La historia de Alba no empieza con un puñetazo.
Empieza con una carcajada.
Una de esas que suenan fuerte y libre, que llenan una plaza o un pasillo sin pedir permiso.
A él le encantaba, decía, al principio. Le parecía “auténtica”.
“Qué risa tienes, joder, contagias el mundo entero.”
Luego empezó a decirle que bajara un poco la voz en público. Que no hacía falta reírse tanto, que parecía una niña.
Que no era para tanto.
La historia de Alba siguió con un vestido.
Uno azul, con flores grandes, de esos que le gustaban para el verano.
A él no le gustó.
No se lo prohibió, claro. Solo dijo que no sabía que saldría así vestida.
Y la miró de arriba abajo, como si hubiera hecho algo sucio.
Después fue el móvil.
No lo cogía a la primera y él se enfadaba.
“Me preocupo por ti”, le decía.
“Te quiero, por eso me da rabia que no contestes.”
Y ella pensó que sí, que sería por amor.
Que no era para tanto.
La historia de Alba no parecía una historia de violencia.
Él nunca gritaba delante de nadie.
Pagaba cenas, llevaba flores de vez en cuando.
Era encantador con su familia.
Todo el mundo decía que qué suerte tenía, que ojalá a ellas les hubieran querido así.

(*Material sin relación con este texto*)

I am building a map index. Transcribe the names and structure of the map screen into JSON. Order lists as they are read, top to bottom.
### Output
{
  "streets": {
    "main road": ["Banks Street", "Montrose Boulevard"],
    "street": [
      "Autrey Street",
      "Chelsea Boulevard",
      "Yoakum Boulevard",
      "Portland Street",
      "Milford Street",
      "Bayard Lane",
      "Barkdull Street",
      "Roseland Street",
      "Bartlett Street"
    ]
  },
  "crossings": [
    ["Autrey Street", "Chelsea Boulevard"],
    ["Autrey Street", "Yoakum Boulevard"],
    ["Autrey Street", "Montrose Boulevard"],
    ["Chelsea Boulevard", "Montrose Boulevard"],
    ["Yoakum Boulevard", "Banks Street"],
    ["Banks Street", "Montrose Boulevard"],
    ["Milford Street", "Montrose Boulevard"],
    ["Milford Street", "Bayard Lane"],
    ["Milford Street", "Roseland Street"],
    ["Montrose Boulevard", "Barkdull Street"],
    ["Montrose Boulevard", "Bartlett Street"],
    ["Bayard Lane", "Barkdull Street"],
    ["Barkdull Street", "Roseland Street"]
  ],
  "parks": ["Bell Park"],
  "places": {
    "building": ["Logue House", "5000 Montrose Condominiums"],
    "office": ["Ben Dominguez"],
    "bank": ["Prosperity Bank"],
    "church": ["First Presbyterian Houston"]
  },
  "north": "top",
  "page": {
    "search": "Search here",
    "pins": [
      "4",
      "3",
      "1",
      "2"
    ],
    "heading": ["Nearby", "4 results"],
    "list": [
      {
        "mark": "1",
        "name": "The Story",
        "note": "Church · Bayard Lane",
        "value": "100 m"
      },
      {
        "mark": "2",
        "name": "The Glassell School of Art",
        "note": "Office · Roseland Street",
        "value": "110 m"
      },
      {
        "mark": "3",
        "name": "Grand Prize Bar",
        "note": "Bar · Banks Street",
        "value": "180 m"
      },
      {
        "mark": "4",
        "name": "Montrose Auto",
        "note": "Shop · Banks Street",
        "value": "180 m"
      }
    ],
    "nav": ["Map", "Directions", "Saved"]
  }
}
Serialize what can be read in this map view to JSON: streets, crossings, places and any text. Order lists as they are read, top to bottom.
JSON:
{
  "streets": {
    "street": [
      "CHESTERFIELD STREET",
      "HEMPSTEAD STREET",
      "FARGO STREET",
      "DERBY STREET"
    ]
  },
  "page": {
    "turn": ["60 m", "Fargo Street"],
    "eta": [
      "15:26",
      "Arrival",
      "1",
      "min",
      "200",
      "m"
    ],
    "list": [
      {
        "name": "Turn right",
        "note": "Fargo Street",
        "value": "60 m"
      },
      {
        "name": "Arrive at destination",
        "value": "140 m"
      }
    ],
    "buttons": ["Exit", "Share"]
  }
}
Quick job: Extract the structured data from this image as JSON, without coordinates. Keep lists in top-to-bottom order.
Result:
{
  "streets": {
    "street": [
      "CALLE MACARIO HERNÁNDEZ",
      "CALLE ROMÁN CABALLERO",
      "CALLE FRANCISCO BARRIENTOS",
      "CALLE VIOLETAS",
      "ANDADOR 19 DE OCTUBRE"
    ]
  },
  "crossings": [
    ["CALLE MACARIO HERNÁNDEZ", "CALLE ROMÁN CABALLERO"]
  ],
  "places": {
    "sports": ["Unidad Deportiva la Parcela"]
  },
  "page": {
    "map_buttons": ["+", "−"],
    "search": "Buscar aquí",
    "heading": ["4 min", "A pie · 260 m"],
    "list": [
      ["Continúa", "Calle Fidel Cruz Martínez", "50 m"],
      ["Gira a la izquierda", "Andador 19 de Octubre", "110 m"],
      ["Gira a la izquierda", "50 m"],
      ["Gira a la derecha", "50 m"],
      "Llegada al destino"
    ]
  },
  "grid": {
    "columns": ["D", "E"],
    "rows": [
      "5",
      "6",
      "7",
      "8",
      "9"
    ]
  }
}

Pero Alba empezó a callarse cosas.
A evitar conflictos.
A revisar cómo hablaba, con quién quedaba, cuánto rato tardaba en volver a casa.
Y, sin darse cuenta, dejó de reírse como al principio.
No es que no quisiera. Es que ya no le salía.
Lo del puñetazo vino después.
Mucho después.
Cuando por dentro ya no quedaba espacio sin herida.
A veces pienso que habría que enseñar a escuchar las historias desde el principio.
Desde donde se rompen sin que parezca que se rompen.
Porque la violencia no empieza cuando salta a la vista.
Empieza cuando una empieza a dejar de ser.
Cuando duda de sí misma.
Cuando el miedo se le cuela por la rutina.
Si alguien le hubiera preguntado a Alba en ese momento, seguramente habría dicho que no, que todo estaba bien.
Que él la quería.
Que solo tenía carácter.
Que a veces se pasa, pero luego le pide perdón.
Y eso es lo más duro.
Que no siempre parece lo que es.
Que lo disfraza todo de amor, de cuidado, de “lo digo por tu bien”.
Por eso hay que contarlo.
No solo lo que se ve.
También lo que se intuye.
Lo que se repite.
Lo que hace que una deje de reírse como al principio.